И в избу в глубине березовой поляны она попала в такую бедную, в каких прежде тоже никогда не бывала.

И толокно, замешенное ключевой водицей, прежде не едала, ибо никакой иной еды, кроме прошлогоднего засахарившегося меда и ржаных сухарей, у бортника не оказалось. Корова, правда, имелась, но перед отелом, без молока.

И спала Соломония впервые на голом конике, покрытом тонким рядном и накинув на ноги еще более драный, ветхий, чем у хозяина, полушубок.

Но никто никогда, кроме Вассиана, не смотрел на нее так сочувственно и понимающе, как этот горбун по имени Ипат, у которого поутру на свету глаза оказались дивно синие, совсем ребячьи, и жена его - худенькая, остроносенькая, очень услужливая и такая же, как муж, стеснительная и немногословная Вера.
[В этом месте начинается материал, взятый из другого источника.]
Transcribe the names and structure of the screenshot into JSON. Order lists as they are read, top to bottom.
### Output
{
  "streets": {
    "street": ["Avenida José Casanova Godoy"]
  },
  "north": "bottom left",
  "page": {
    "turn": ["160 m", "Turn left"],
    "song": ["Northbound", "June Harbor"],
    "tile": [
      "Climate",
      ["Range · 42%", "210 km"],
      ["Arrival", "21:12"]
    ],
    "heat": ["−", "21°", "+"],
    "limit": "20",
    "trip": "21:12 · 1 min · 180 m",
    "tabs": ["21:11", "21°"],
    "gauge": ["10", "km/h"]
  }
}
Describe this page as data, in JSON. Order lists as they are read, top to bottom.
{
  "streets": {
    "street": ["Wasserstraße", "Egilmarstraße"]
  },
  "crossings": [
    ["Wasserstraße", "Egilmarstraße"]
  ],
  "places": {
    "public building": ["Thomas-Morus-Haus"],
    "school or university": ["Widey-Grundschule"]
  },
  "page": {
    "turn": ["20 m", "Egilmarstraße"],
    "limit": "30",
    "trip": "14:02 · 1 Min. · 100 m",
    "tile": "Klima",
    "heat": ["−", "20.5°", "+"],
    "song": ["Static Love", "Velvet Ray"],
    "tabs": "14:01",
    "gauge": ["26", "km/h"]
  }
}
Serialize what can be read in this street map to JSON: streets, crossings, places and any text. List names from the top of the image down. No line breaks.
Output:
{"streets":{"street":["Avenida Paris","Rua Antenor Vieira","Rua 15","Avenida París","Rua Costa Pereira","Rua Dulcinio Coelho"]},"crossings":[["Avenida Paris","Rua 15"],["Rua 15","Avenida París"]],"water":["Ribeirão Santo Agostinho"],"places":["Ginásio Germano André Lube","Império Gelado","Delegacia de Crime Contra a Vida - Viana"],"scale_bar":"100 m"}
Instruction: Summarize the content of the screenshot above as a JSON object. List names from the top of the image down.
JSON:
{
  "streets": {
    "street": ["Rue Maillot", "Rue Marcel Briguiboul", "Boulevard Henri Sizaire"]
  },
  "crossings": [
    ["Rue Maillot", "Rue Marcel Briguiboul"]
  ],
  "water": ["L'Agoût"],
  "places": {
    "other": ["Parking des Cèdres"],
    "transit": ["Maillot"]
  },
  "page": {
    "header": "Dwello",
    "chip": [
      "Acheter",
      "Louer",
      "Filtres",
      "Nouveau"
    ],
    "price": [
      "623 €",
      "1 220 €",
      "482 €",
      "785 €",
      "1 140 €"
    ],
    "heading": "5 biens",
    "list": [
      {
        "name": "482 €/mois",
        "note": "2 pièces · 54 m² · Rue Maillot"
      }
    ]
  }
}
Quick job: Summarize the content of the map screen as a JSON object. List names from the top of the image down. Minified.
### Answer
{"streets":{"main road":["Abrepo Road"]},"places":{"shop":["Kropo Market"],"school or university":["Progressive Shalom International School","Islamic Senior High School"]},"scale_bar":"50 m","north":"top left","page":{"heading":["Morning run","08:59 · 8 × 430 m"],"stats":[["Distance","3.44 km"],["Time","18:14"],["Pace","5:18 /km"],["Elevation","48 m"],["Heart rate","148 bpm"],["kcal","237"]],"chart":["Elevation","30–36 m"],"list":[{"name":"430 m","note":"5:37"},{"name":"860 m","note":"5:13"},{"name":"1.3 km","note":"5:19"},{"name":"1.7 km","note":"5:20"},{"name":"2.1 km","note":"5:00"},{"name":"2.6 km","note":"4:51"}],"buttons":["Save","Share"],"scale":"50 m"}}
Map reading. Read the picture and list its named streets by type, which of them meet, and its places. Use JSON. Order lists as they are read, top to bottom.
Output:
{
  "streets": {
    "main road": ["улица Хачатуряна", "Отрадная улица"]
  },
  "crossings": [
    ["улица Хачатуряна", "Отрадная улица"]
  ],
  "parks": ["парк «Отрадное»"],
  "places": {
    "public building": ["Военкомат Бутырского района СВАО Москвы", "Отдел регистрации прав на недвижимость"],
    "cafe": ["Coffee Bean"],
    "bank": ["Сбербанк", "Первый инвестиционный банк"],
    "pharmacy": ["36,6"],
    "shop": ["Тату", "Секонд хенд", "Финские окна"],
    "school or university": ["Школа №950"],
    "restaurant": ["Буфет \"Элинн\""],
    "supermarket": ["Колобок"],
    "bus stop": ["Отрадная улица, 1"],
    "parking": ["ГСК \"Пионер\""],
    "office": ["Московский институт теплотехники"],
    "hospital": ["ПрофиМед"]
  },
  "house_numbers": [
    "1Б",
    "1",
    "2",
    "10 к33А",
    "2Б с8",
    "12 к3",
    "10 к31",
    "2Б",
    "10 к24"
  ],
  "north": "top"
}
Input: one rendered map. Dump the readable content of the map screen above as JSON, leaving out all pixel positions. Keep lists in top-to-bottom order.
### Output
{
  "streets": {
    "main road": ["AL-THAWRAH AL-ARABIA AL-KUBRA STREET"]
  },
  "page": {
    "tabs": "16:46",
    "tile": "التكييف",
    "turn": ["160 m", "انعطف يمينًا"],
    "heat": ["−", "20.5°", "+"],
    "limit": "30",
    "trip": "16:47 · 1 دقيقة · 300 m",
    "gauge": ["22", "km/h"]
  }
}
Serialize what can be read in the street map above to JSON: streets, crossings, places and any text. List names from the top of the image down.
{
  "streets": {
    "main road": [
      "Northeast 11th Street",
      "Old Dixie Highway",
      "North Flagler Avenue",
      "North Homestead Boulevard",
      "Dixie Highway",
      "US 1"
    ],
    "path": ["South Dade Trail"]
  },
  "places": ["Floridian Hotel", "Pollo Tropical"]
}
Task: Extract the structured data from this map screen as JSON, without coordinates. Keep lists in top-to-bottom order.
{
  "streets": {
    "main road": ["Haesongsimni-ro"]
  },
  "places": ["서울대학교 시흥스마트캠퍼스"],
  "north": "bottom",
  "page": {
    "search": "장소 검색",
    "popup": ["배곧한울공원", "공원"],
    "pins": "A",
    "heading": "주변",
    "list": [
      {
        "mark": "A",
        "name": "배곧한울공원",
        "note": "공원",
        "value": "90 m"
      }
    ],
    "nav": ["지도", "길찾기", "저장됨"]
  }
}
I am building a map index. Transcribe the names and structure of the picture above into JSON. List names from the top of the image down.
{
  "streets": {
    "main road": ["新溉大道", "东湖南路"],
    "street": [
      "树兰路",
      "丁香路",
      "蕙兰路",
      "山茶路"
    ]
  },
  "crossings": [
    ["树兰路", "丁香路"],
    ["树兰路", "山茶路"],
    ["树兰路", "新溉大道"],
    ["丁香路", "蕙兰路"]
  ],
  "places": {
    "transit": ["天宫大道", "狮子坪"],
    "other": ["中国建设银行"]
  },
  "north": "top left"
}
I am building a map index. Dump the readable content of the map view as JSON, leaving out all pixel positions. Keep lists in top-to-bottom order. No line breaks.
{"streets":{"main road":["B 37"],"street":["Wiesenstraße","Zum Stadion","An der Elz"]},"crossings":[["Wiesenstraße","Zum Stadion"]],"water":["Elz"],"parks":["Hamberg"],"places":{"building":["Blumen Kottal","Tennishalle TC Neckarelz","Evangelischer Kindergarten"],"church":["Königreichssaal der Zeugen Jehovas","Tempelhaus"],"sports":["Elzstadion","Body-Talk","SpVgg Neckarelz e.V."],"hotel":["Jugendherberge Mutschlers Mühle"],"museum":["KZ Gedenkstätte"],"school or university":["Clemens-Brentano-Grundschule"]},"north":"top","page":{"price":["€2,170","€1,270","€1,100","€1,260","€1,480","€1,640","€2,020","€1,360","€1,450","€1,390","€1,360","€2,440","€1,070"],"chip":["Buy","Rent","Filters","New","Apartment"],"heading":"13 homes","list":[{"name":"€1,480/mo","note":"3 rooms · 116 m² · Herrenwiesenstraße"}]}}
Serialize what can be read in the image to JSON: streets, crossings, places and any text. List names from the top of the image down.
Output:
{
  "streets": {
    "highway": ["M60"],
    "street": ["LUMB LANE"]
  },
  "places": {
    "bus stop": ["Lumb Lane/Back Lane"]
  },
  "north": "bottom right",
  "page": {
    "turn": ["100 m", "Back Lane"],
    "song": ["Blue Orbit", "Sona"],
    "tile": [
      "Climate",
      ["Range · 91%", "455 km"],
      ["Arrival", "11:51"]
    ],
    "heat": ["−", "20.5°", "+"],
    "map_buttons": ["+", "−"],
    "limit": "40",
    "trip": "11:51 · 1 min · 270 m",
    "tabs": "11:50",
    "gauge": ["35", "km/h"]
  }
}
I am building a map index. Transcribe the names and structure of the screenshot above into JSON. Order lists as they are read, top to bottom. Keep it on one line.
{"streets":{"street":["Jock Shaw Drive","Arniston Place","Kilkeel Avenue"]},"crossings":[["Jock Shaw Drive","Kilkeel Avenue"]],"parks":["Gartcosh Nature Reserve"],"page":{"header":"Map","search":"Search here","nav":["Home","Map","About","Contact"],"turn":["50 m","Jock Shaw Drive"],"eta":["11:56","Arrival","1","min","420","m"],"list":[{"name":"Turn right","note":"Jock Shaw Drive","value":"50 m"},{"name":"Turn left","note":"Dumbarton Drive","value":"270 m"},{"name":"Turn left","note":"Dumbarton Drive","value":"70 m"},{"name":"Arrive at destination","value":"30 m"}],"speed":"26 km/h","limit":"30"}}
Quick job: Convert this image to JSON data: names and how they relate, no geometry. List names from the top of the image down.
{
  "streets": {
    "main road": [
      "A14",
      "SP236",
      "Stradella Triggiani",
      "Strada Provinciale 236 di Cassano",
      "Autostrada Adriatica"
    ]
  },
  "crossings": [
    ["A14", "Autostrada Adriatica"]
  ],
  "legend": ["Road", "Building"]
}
Они оба не задали ей ни одного вопроса. И когда горбун наладился было запрягать лошадь, чтобы везти ее в деревню, она сказала, что не торопится и нельзя ли у них побыть еще денька два, погулять по лесу, давно, мол, не бывала в лесу, а теперь май, все небось в ландышах, и соловьев, наверное, тьма.

- Есть. Все есть. Сколь пожелаешь, столь и живи! - согласился хозяин. И хозяйка тоже.

Они, видимо, решили, что она из беглых провинившихся в чем-то монахинь, про которых в самом Суздале и вокруг него было немало россказней, и ей нужно где-нибудь ненадолго спрятаться, отсидеться. И была уверена, что никогда никому и словом не обмолвятся, что привечали такую, тем более такую красивую, благородную, - ведь что там за ней, кто знает...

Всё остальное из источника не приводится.